Staff at Baltic Centre for Contemporary Art (UK) have alerted local police to a potentially obscene image of a child, and they are currently assessing its legality. The picture was to have been included in a retrospective exhibition by photographer Nan Goldin, titled Thanksgiving. The exhibition is currently on show at Baltic, though this single image is missing.

The photograph (Klara & Edda Belly-Dancing, 1998) shows two young girls, one clothed and the other naked, both of whom have their legs spread open.
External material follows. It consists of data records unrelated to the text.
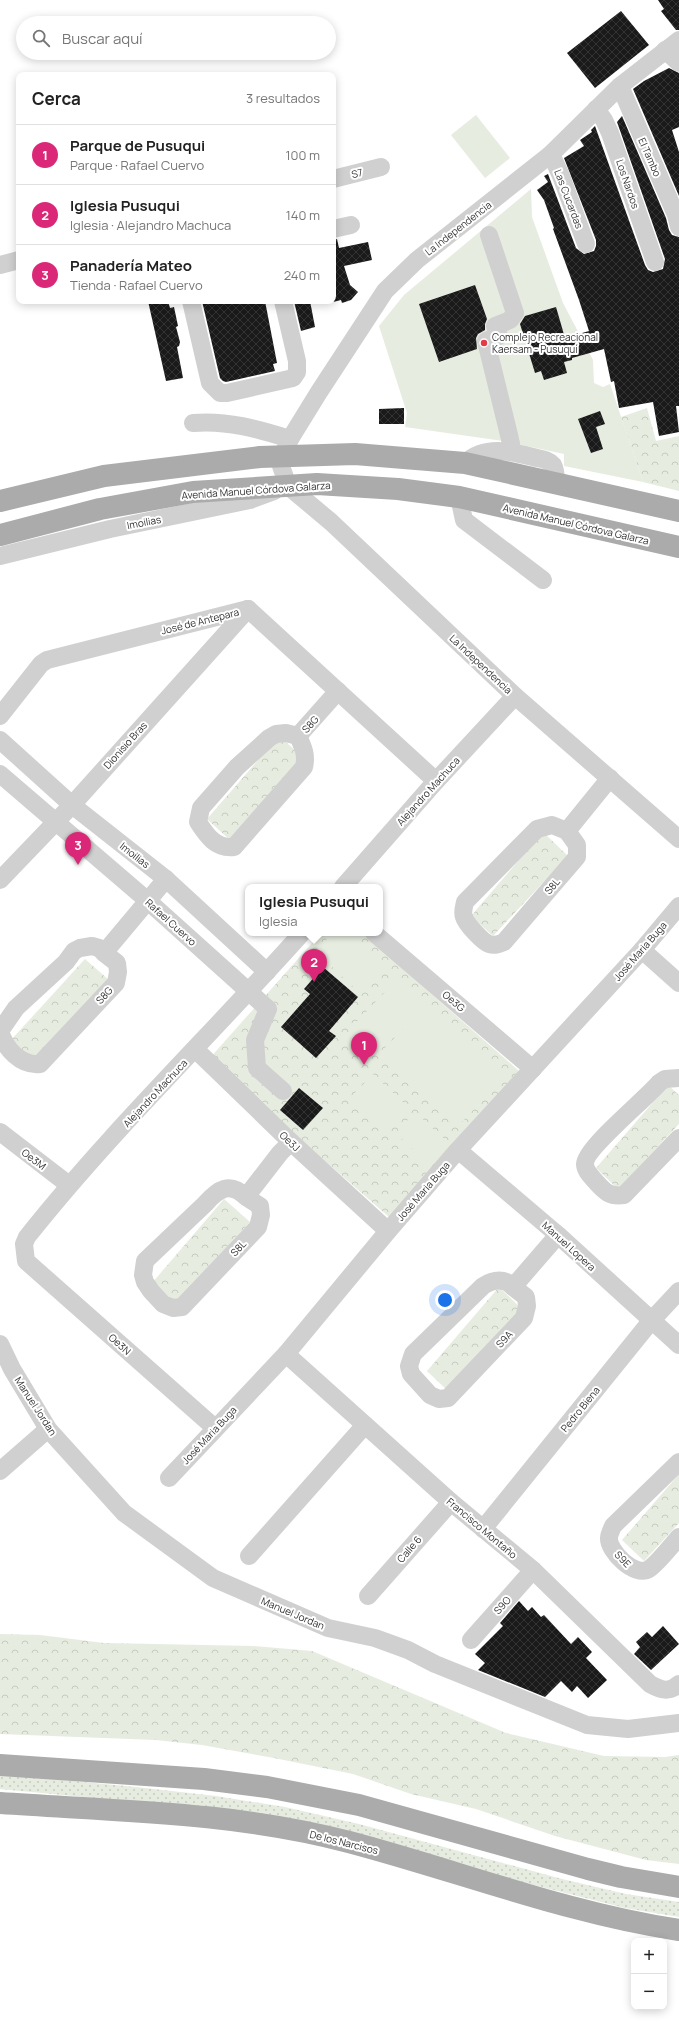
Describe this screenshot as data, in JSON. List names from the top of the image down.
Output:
{
  "streets": {
    "main road": ["Avenida Manuel Córdova Galarza", "De los Narcisos"],
    "street": [
      "El Tambo",
      "S7",
      "Los Nardos",
      "Las Cucardas",
      "La Independencia",
      "Imoilias",
      "José de Antepara",
      "S8G",
      "Dionisio Bras",
      "Alejandro Machuca",
      "S8L",
      "Rafael Cuervo",
      "José Maria Buga",
      "Oe3G",
      "Oe3J",
      "Oe3M",
      "Manuel Lopera",
      "S9A",
      "Oe3N",
      "Manuel Jordan",
      "Pedro Biena",
      "Francisco Montaño",
      "Calle 6",
      "S9E",
      "S9O"
    ]
  },
  "crossings": [
    ["El Tambo", "La Independencia"],
    ["Los Nardos", "La Independencia"],
    ["Las Cucardas", "La Independencia"],
    ["La Independencia", "Avenida Manuel Córdova Galarza"],
    ["La Independencia", "Imoilias"],
    ["La Independencia", "Alejandro Machuca"],
    ["Avenida Manuel Córdova Galarza", "Imoilias"],
    ["Imoilias", "Dionisio Bras"],
    ["Imoilias", "Alejandro Machuca"],
    ["José de Antepara", "S8G"],
    ["José de Antepara", "Dionisio Bras"],
    ["José de Antepara", "Alejandro Machuca"],
    ["Dionisio Bras", "Rafael Cuervo"],
    ["Alejandro Machuca", "Rafael Cuervo"],
    ["Alejandro Machuca", "Oe3J"],
    ["Alejandro Machuca", "Oe3M"],
    ["Alejandro Machuca", "Oe3N"],
    ["José Maria Buga", "Oe3G"],
    ["José Maria Buga", "Oe3J"],
    ["José Maria Buga", "Manuel Lopera"],
    ["José Maria Buga", "Oe3N"],
    ["José Maria Buga", "Francisco Montaño"],
    ["Manuel Lopera", "Pedro Biena"],
    ["Pedro Biena", "Francisco Montaño"],
    ["Francisco Montaño", "Calle 6"],
    ["Francisco Montaño", "S9O"]
  ],
  "places": ["Complejo Recreacional Kaersam - Pusuquí"],
  "page": {
    "search": "Buscar aquí",
    "heading": ["Cerca", "3 resultados"],
    "list": [
      {
        "mark": "1",
        "name": "Parque de Pusuqui",
        "note": "Parque · Rafael Cuervo",
        "value": "100 m"
      },
      {
        "mark": "2",
        "name": "Iglesia Pusuqui",
        "note": "Iglesia · Alejandro Machuca",
        "value": "140 m"
      },
      {
        "mark": "3",
        "name": "Panadería Mateo",
        "note": "Tienda · Rafael Cuervo",
        "value": "240 m"
      }
    ],
    "pins": ["3", "2", "1"],
    "popup": ["Iglesia Pusuqui", "Iglesia"],
    "map_buttons": ["+", "−"]
  }
}
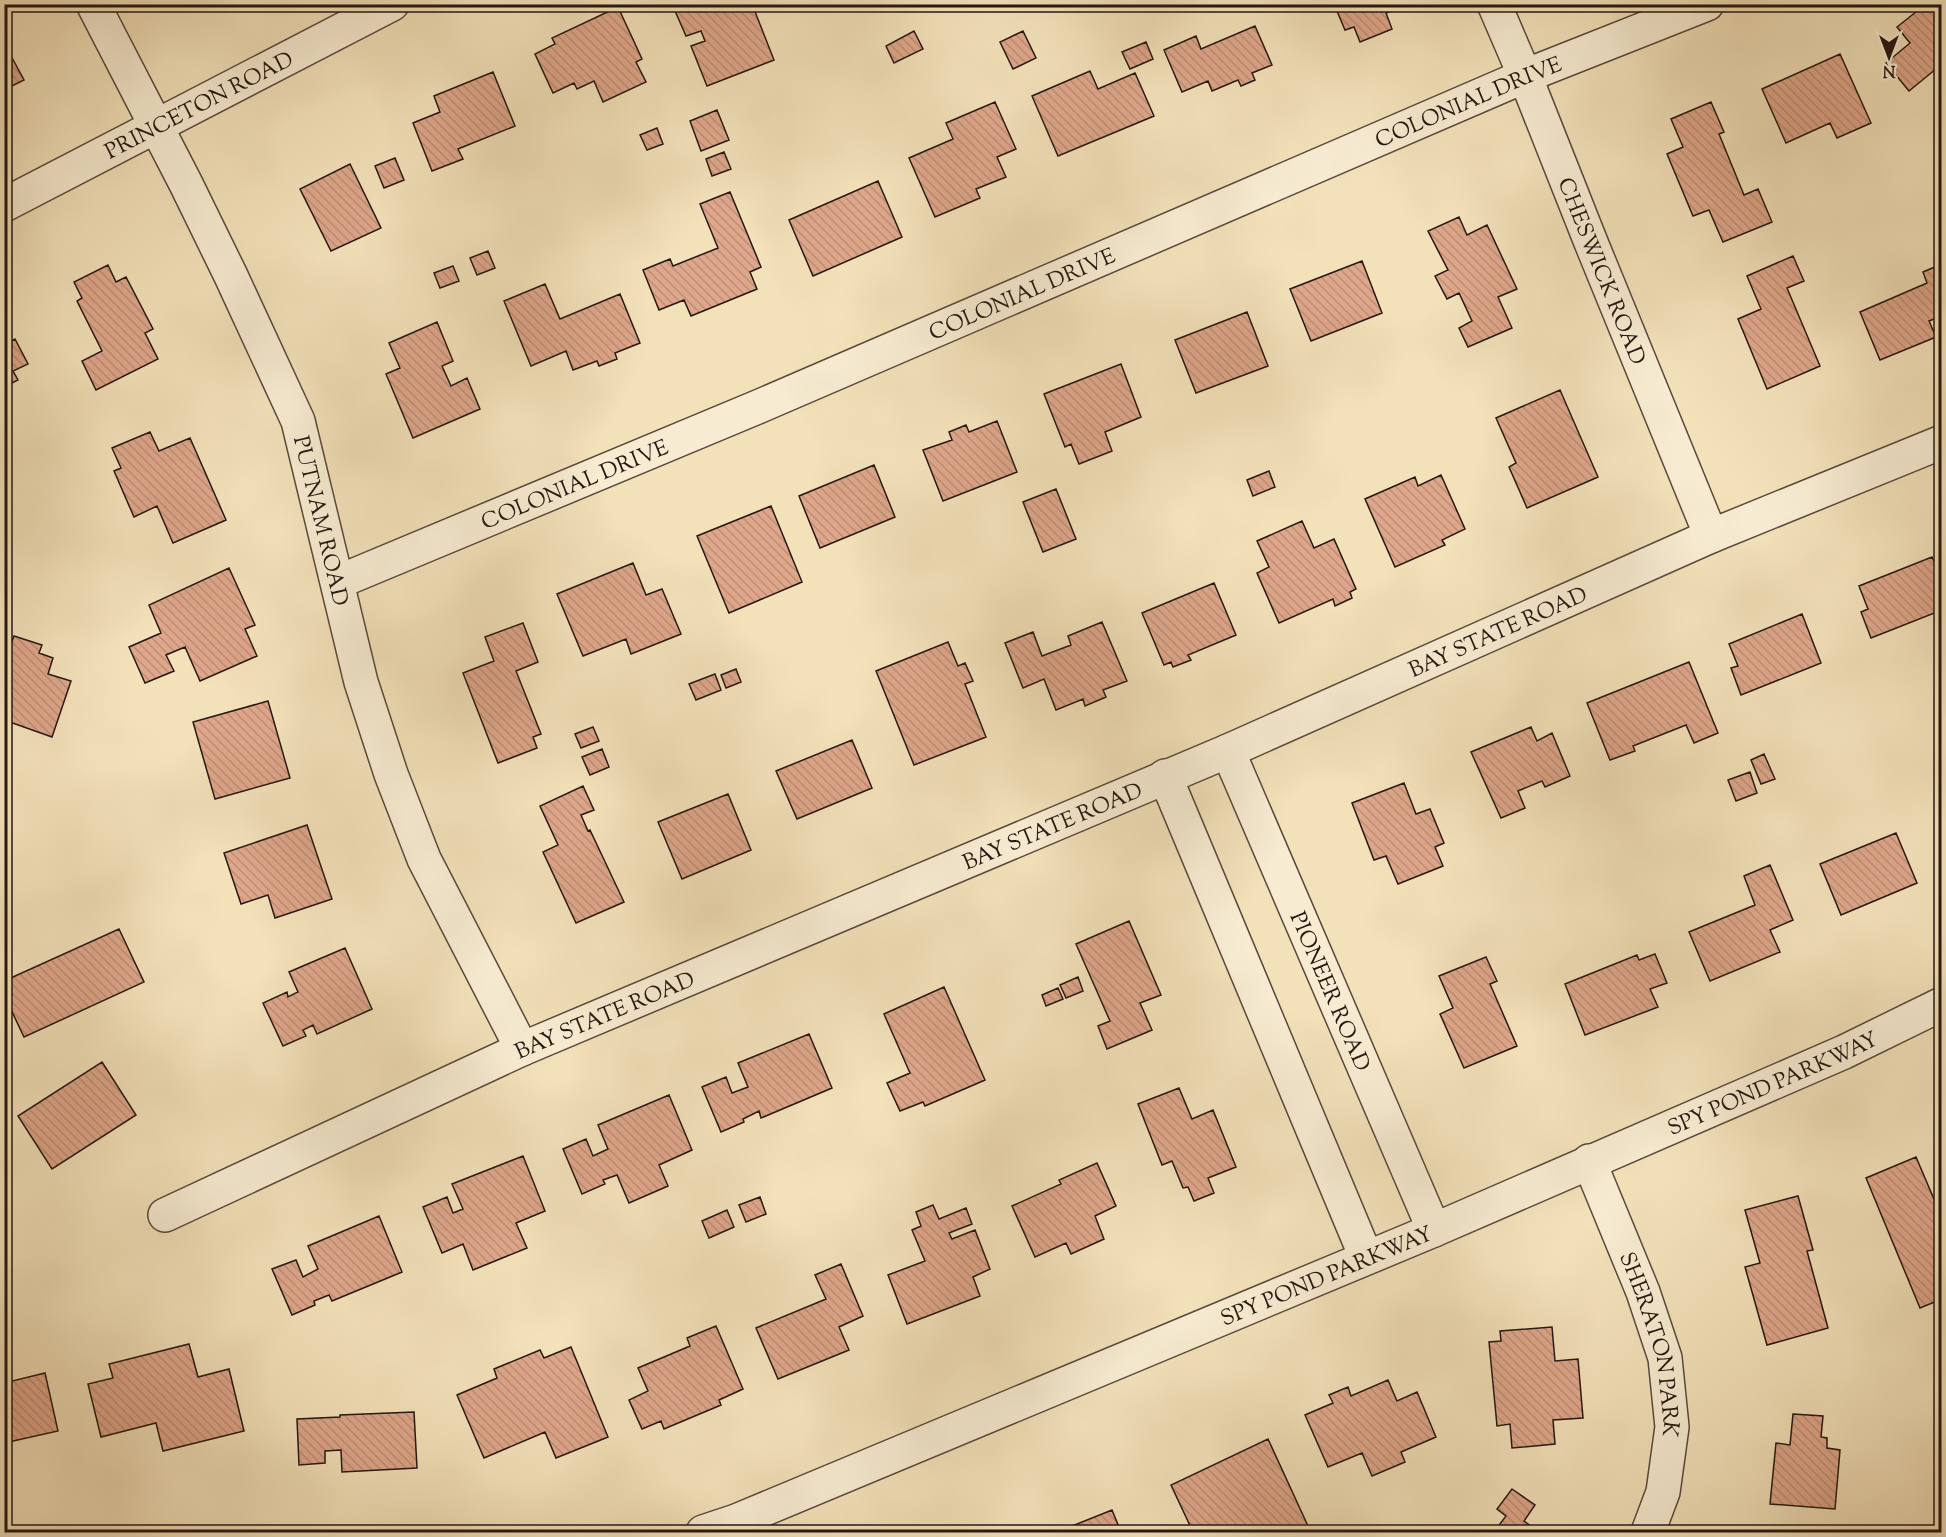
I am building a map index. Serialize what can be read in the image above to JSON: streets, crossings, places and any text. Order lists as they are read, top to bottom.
{
  "streets": {
    "street": [
      "COLONIAL DRIVE",
      "PRINCETON ROAD",
      "CHESWICK ROAD",
      "PUTNAM ROAD",
      "BAY STATE ROAD",
      "PIONEER ROAD",
      "SPY POND PARKWAY",
      "SHERATON PARK"
    ]
  },
  "crossings": [
    ["COLONIAL DRIVE", "CHESWICK ROAD"],
    ["COLONIAL DRIVE", "PUTNAM ROAD"],
    ["PRINCETON ROAD", "PUTNAM ROAD"],
    ["CHESWICK ROAD", "BAY STATE ROAD"],
    ["PUTNAM ROAD", "BAY STATE ROAD"],
    ["BAY STATE ROAD", "PIONEER ROAD"],
    ["PIONEER ROAD", "SPY POND PARKWAY"],
    ["SPY POND PARKWAY", "SHERATON PARK"]
  ],
  "north": "bottom"
}
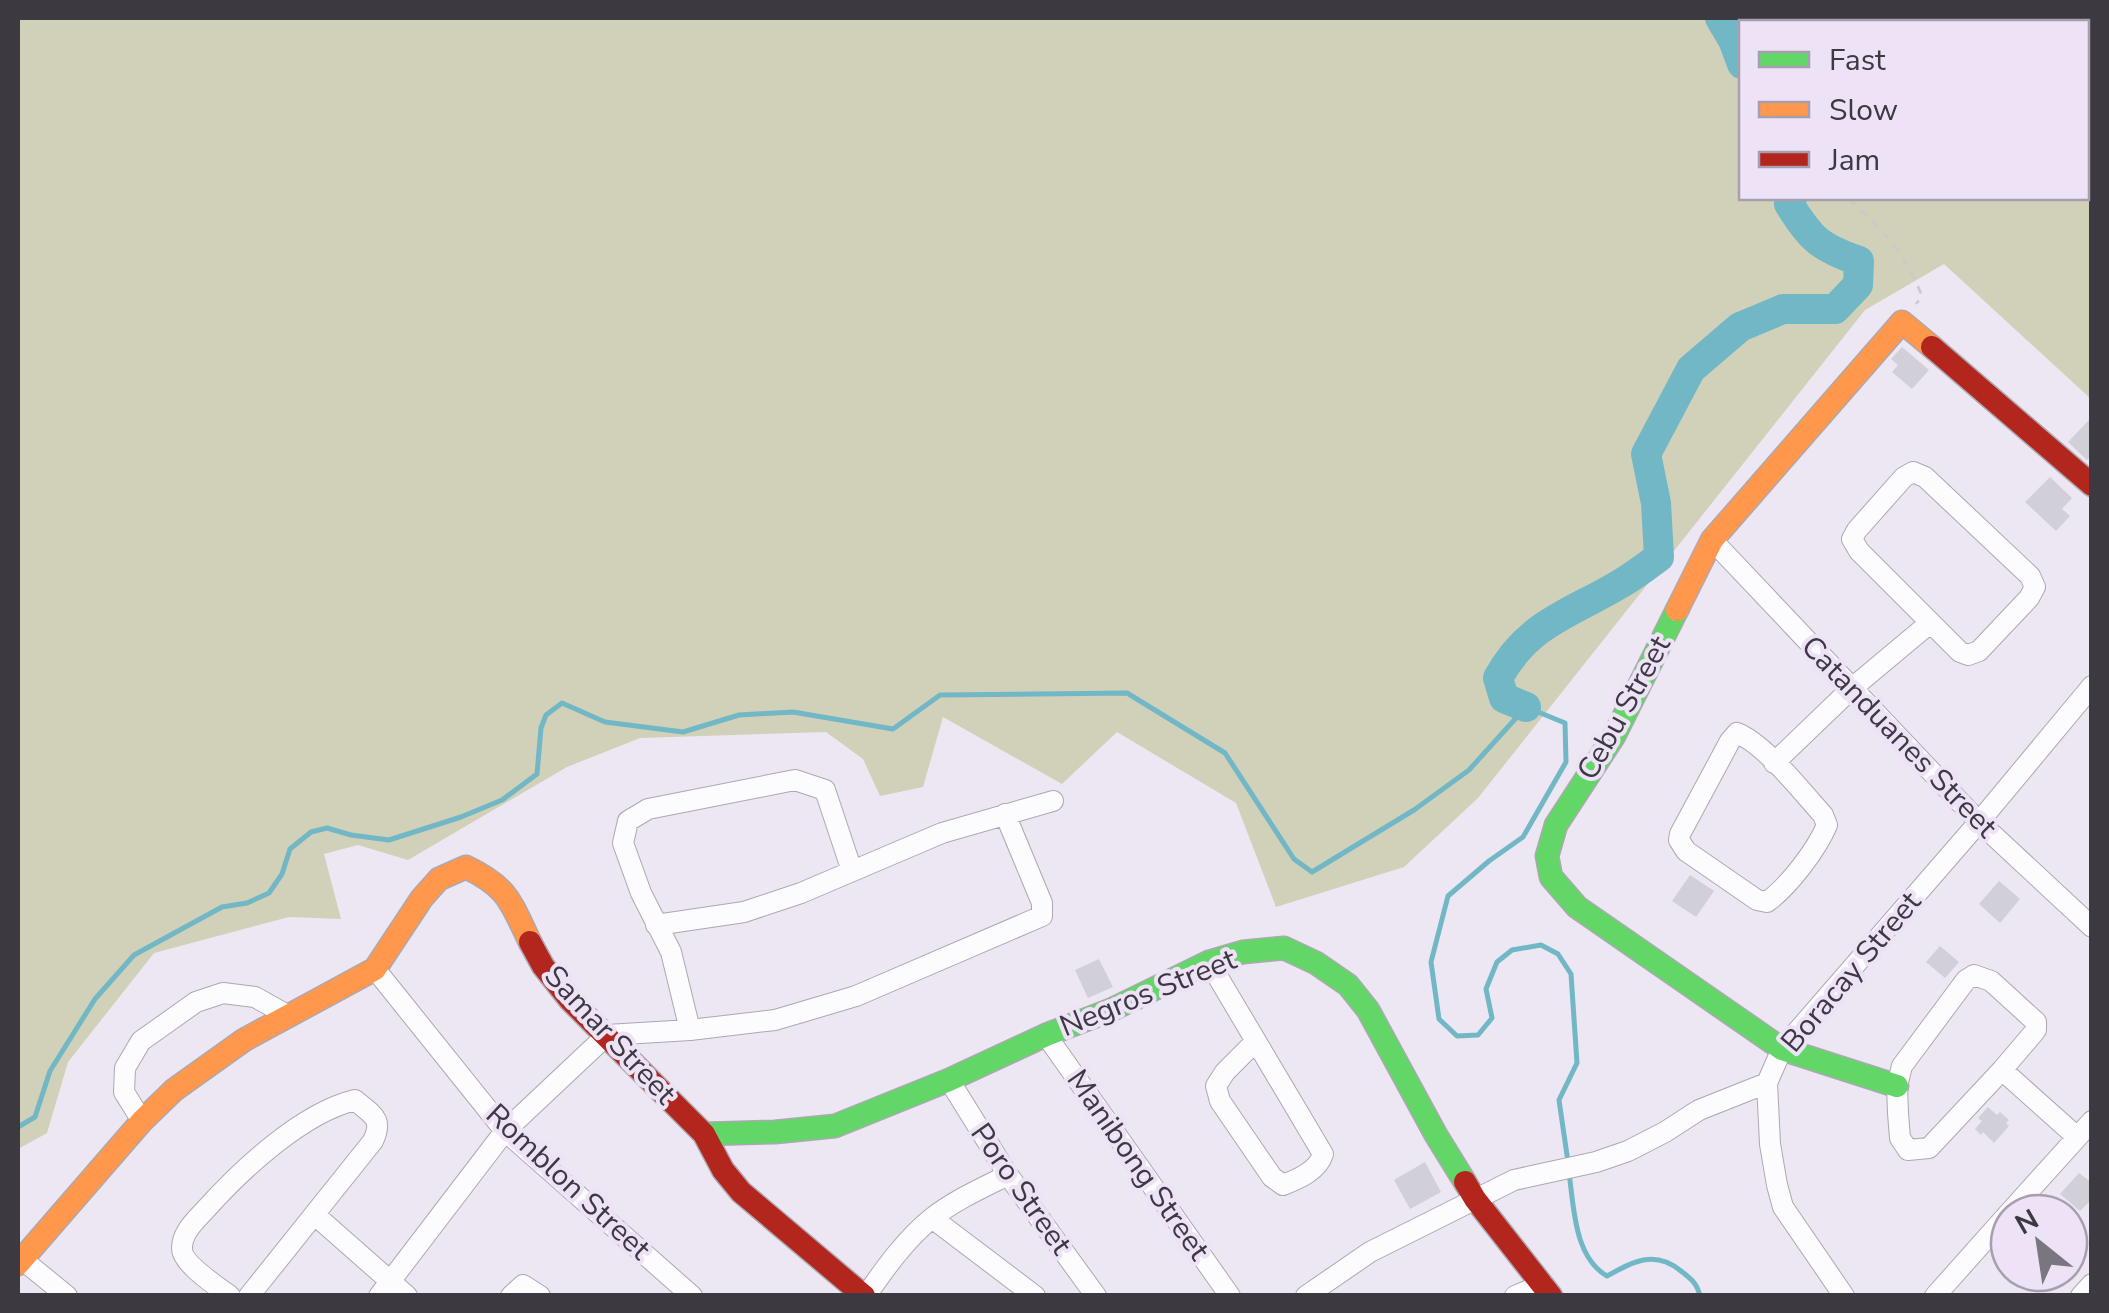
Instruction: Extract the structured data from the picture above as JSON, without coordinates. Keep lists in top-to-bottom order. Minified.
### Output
{"streets":{"street":["Cebu Street","Catanduanes Street","Boracay Street","Negros Street","Samar Street","Manibong Street","Romblon Street","Poro Street"]},"crossings":[["Cebu Street","Catanduanes Street"],["Cebu Street","Boracay Street"],["Catanduanes Street","Boracay Street"],["Negros Street","Samar Street"],["Negros Street","Manibong Street"],["Negros Street","Poro Street"],["Samar Street","Romblon Street"]],"legend":["Fast","Slow","Jam"],"north":"top left"}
It has previously been seen in several international exhibitions: Thanksgiving (White Cube, London, 2000), I Am A Camera (Saatchi Gallery, London, 2001), Le Feu Follet (Centre Pompidou, Paris, 2001), The Devil's Playground (Whitechapel Art Gallery, London, 2002; Museo Nacional Centro de Arte Reina Sofia, Madrid, 2002; Castello di Rivoli, Rome, 2002-2003; Ujazdowski Castle, Warsaw, 2003), and Still On Earth (Fundacao de Serralves, Porto, 2002).

Photographs of children by Robert Mapplethorpe, Graham Ovenden, David Hamilton, Tierney Gearnon, and Annelies Strba have previously been seized by UK police as potentially obscene. In America, the FBI investigated photographer Jock Sturges after raiding his studio, though no charges were brought.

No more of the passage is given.